Known for its artistic heritage, elaborate canal system, and narrow houses, Amsterdam is the Netherlands’ capital. The last time I visited this area must have been about 30 years ago in my youth, a trip I believe is on every teenager’s checklist! So I was keen to see my take on the area all these years later.
To simplify my sightseeing experience, saving both time and money I opted for The Amsterdam Pass, which is an all-in-one ticket to over 30 top Amsterdam attractions. It certainly was beneficial for me, and I managed to see and do more than I had bargained for.
Where to stay
Ammonite Hotel Amsterdam – A modern hotel in a building designed by the famous architect Roberto Meyer. Here you can experience the chic and luxury of Ammonite, the world’s first hotel full of gems, minerals, and authentic fossils.

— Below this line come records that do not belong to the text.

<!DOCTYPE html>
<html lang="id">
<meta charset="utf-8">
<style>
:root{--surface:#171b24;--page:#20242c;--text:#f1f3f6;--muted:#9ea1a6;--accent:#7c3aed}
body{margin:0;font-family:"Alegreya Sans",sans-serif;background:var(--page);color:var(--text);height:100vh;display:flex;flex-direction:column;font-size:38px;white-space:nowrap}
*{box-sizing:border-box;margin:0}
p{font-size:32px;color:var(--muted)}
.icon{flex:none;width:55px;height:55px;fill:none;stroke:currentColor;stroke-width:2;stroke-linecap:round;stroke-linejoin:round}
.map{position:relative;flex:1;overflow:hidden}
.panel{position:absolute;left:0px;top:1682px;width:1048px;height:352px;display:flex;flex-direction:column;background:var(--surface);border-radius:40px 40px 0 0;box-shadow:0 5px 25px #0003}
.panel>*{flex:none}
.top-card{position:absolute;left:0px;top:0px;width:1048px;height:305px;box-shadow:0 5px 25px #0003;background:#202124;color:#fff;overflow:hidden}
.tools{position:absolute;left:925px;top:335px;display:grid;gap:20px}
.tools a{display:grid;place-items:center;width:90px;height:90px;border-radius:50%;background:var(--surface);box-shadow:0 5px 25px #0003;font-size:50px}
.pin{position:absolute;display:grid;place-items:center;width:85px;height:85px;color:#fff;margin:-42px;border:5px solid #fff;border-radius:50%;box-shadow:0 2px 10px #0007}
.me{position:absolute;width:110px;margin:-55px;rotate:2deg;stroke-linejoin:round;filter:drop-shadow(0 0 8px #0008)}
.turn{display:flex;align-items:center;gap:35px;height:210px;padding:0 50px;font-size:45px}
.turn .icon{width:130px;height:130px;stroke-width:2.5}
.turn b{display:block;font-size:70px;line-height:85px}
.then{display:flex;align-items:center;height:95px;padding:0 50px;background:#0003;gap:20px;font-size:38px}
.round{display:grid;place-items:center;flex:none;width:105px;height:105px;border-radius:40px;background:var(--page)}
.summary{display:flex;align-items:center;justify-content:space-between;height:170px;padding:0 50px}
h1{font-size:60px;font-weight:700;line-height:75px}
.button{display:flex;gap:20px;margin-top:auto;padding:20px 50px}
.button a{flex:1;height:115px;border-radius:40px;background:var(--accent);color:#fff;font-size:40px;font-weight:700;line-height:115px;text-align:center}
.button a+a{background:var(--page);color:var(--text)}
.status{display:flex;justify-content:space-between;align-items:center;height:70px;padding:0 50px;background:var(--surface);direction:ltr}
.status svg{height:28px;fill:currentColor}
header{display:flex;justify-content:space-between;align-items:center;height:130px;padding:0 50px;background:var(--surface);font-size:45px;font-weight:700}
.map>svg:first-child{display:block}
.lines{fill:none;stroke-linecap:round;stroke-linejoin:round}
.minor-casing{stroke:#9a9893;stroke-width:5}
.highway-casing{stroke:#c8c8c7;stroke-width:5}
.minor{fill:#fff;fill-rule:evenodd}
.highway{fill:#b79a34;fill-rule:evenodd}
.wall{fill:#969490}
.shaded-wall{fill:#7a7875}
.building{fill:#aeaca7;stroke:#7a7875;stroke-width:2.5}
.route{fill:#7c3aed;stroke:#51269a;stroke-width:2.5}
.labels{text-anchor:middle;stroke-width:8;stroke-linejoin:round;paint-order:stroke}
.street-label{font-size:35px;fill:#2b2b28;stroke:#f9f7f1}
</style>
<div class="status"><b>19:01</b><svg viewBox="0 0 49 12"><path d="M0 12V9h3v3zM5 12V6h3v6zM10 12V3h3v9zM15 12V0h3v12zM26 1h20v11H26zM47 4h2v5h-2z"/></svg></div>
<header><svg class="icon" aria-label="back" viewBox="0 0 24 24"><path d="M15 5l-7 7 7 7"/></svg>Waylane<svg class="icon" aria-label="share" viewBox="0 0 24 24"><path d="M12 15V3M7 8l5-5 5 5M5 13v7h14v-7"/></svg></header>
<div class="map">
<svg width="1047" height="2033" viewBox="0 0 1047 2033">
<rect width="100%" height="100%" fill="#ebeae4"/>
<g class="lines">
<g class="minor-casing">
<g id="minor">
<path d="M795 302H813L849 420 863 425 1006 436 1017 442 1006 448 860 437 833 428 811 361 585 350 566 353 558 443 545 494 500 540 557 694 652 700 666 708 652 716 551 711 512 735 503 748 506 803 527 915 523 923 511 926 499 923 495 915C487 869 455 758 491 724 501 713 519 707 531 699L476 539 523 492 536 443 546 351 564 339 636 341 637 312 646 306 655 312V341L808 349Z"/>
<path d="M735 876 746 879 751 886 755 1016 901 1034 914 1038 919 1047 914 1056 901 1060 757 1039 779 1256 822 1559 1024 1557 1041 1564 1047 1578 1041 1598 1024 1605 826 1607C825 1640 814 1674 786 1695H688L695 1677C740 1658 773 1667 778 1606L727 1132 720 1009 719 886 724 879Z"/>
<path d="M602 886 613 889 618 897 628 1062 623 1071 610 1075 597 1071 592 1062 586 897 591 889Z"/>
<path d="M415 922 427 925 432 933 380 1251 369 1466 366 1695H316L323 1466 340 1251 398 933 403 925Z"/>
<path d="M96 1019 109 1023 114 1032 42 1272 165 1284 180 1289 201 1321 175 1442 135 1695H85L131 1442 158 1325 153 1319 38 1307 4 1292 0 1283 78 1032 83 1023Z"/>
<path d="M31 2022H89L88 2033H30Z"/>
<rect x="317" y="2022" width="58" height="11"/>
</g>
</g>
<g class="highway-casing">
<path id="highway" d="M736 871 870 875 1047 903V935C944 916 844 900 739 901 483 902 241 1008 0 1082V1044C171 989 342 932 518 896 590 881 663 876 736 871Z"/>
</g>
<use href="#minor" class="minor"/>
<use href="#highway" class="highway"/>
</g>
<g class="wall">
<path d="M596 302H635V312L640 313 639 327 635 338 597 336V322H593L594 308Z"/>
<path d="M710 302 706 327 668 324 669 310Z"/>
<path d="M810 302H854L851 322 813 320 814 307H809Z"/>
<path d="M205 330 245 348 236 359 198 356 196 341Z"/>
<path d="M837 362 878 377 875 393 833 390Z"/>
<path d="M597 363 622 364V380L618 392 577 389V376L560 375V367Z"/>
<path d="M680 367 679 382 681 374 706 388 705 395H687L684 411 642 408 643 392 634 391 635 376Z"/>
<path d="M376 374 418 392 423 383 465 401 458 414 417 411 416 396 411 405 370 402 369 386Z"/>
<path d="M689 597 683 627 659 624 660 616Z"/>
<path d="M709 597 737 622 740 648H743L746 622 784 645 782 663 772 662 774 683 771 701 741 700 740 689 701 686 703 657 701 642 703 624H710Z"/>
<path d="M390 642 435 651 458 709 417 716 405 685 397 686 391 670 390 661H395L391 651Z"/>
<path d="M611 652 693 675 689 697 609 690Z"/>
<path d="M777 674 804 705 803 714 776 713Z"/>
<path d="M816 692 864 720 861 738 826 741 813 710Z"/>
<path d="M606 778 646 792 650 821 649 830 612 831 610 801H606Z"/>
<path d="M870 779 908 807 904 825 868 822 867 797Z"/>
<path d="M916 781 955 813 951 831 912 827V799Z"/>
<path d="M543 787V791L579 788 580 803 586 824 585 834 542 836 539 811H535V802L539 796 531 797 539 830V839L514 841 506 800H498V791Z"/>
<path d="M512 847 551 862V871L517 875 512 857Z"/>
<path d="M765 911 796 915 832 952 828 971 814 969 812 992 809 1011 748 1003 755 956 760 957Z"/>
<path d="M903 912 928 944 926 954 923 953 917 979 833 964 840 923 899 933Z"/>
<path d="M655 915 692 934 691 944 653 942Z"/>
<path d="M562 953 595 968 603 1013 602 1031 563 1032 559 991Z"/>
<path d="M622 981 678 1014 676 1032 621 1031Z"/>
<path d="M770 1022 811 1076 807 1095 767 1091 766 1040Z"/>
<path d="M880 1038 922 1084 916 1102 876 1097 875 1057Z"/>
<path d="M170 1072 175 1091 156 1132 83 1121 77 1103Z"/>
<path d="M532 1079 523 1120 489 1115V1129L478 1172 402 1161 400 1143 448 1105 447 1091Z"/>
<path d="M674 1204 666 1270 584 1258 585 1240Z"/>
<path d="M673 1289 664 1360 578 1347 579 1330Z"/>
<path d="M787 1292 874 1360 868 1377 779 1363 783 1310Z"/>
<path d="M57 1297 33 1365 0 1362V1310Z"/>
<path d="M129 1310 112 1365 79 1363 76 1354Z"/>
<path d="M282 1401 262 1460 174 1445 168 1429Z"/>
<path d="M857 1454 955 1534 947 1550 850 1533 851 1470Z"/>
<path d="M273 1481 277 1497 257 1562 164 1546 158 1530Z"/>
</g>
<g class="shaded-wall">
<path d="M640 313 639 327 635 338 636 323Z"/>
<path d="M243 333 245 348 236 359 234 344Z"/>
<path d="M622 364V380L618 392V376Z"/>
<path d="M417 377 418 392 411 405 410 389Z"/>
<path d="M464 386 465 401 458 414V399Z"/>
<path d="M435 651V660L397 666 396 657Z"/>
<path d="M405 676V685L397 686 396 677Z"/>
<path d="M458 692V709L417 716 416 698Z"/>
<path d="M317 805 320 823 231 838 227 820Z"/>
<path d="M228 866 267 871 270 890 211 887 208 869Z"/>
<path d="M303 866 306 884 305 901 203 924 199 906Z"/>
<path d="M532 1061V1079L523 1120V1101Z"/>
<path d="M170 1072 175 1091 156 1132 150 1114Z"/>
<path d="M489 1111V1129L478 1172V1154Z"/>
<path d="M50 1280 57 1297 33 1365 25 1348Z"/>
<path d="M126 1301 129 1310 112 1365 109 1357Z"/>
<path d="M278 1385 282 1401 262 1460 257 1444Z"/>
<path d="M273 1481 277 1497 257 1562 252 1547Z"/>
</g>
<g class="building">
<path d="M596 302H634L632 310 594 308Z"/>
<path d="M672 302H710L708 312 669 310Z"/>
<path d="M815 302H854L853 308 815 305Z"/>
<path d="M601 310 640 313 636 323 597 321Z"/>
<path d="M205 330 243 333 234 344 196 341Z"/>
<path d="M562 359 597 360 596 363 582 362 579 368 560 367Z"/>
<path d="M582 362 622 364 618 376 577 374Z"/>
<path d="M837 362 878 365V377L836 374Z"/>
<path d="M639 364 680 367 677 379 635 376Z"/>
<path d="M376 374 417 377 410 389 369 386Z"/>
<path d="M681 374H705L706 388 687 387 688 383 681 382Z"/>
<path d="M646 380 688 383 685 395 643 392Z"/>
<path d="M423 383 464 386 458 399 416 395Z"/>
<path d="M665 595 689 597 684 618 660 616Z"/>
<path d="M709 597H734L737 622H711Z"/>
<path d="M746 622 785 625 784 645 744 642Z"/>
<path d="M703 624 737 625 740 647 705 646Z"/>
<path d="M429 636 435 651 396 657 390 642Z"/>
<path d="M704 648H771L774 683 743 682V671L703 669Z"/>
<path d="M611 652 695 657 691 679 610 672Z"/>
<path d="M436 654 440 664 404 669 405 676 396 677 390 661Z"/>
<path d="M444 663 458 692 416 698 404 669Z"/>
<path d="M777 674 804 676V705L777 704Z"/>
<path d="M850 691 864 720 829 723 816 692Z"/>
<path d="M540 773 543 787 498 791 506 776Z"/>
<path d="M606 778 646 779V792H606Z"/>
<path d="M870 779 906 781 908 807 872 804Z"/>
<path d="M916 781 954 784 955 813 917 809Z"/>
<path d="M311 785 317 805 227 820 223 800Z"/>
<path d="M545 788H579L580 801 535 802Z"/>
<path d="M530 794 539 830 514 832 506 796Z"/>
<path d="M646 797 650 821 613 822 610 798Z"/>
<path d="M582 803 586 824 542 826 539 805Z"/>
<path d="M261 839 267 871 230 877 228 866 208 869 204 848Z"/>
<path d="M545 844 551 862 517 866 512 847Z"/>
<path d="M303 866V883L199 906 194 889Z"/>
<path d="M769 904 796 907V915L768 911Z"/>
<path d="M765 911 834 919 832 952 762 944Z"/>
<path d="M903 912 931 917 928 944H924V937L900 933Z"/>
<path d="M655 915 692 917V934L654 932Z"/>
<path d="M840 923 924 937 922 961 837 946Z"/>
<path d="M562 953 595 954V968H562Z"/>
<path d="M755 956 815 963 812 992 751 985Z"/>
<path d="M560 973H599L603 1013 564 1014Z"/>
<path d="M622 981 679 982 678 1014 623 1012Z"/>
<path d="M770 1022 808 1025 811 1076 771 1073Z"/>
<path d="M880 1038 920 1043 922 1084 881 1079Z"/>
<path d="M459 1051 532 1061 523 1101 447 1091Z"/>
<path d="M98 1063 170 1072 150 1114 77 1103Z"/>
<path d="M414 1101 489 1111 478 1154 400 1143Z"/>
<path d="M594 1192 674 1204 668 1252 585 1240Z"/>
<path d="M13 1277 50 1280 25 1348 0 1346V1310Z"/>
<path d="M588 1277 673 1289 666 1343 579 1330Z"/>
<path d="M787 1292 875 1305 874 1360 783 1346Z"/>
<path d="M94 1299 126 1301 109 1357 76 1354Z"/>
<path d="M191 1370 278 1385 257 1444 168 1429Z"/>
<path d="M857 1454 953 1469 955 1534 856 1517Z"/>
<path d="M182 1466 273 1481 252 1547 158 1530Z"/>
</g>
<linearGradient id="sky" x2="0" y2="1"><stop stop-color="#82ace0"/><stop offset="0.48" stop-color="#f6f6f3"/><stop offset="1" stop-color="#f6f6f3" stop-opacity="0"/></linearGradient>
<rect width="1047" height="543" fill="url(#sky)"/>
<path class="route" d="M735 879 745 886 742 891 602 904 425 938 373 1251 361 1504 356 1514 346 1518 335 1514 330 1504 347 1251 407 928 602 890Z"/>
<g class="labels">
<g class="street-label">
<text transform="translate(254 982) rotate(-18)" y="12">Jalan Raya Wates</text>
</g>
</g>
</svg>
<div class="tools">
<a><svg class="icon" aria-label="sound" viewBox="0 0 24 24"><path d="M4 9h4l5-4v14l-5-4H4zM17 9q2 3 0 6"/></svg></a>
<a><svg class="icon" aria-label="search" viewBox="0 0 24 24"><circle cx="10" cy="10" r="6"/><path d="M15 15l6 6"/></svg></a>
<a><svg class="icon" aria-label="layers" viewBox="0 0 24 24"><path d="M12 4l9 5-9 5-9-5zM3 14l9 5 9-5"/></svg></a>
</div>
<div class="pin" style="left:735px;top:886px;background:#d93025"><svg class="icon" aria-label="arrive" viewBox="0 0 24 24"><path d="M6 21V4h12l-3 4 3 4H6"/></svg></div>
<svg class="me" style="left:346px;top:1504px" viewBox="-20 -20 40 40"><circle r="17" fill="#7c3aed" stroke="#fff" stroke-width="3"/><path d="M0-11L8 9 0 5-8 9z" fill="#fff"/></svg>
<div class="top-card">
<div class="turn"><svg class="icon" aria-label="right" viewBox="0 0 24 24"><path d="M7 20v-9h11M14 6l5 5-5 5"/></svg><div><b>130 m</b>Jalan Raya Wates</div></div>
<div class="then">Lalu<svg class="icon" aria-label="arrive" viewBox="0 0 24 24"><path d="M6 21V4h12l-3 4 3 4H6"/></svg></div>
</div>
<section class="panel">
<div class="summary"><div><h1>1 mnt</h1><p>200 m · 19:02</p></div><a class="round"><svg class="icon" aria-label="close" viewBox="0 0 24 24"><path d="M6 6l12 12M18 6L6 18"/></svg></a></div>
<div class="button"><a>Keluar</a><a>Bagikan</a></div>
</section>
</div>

They had the usual amenities you would hope for in a modern hotel, in addition, I loved the bicycle rental facility and we had a fully equipped kitchen in our room. Once I had discovered the local supermarkets this became an invaluable and useful addition.
Where to eat –You really can’t beat a good piece of fish, particularly when cooked well. The Seafood Bar is a modern restaurant offering a wide range and great selection of the freshest seafood and definitely worth a visit.
Fons de Visscher was a respected fishmonger for 27 years in Helmond; a small city in the Netherlands, when he decided to start a new adventure. Driven by his passion for fish and great wines Fons created The Seafood Bar, which opened its doors in 2012.
Where to visit
Museumplein – Home to the Rijksmuseum, the Van Gogh Museum and the Stedelijk Museum of Modern Art.
Rijksmuseum -The Rijksmuseum is among the world’s finest art museums, packing works by local heroes Rembrandt, Vermeer, and Van Gogh as well as 7500 other masterpieces over 1.5km of galleries. After a €375 million refurbishment, this magnificent Gothic and Renaissance has to be on your list of things to do whilst in Amsterdam.
Moco Museum – this a unique museum with a wide range of modern, inspiring, and contemporary art situated in Villa Alsberg, a townhouse overlooking Museumplein in the heart of Amsterdam. Moco focuses on the established pioneers and protagonists of various art movements. Think Banksy, Warhol, Dali, Haring, Hirst, Kusama and Arsham.
Heineken Experience– Come and learn about Heineken’s heritage, brewing process, innovations, and sponsorships, as Amsterdam is Heinekens place of birth its no surprise that it is one of the city’s most popular tourist attractions, with over 500,000 visitors annually. The brand now serves over 25 million Heineken cans and bottles worldwide every day. The experience is interactive, fun, informative, entertaining and the end result is of course sampling. Cheers! Or as they say in Amsterdam Proost!
The Diamond Museum–Established in 2007 by Mr. Ben Meier in an effort to educate the world about the fascinating and mystical world of diamonds. A well-known diamond polisher himself Mr. Meier polished many priceless diamonds including the diamonds for the watch of Her Majesty the Queen Juliana of the Netherlands.
He firmly believed in maintaining the quality of the diamond craft and he was convinced that the best way to keep this craft alive was to educate people about the wonderful world of diamonds.
Canal Tour – One of Amsterdams must-do activities, which although many may think of like a cliché, is still the best way to explore the city. Not only was it a calming experience, slowing the pace of life right down, but there was also lots of interesting things to see and it was my mode of travel to and from different points of the city as I had a ‘hop on, hop off’ option on my Amsterdam Pass.
Created in the 17th century to keep the sea at bay, the canal belt is an unbelievably pretty sight by both day and night – when the bridges are lit up by fairy lights and the whole area takes on a magical feel.
Museum of Prostitution– The red light district or ‘De Wallen’ as the area known to the locals is the oldest district of Amsterdam. Ever since it was built around 1385, it has been both famous and notorious for the women inhabiting its streets.
A visit to the museum will allow you to discover all the red light secrets, which I found fascinating. The audio guide available shares with you some extremely honest and perhaps shocking stories from the Red Light Districts most famous prostitute Inga.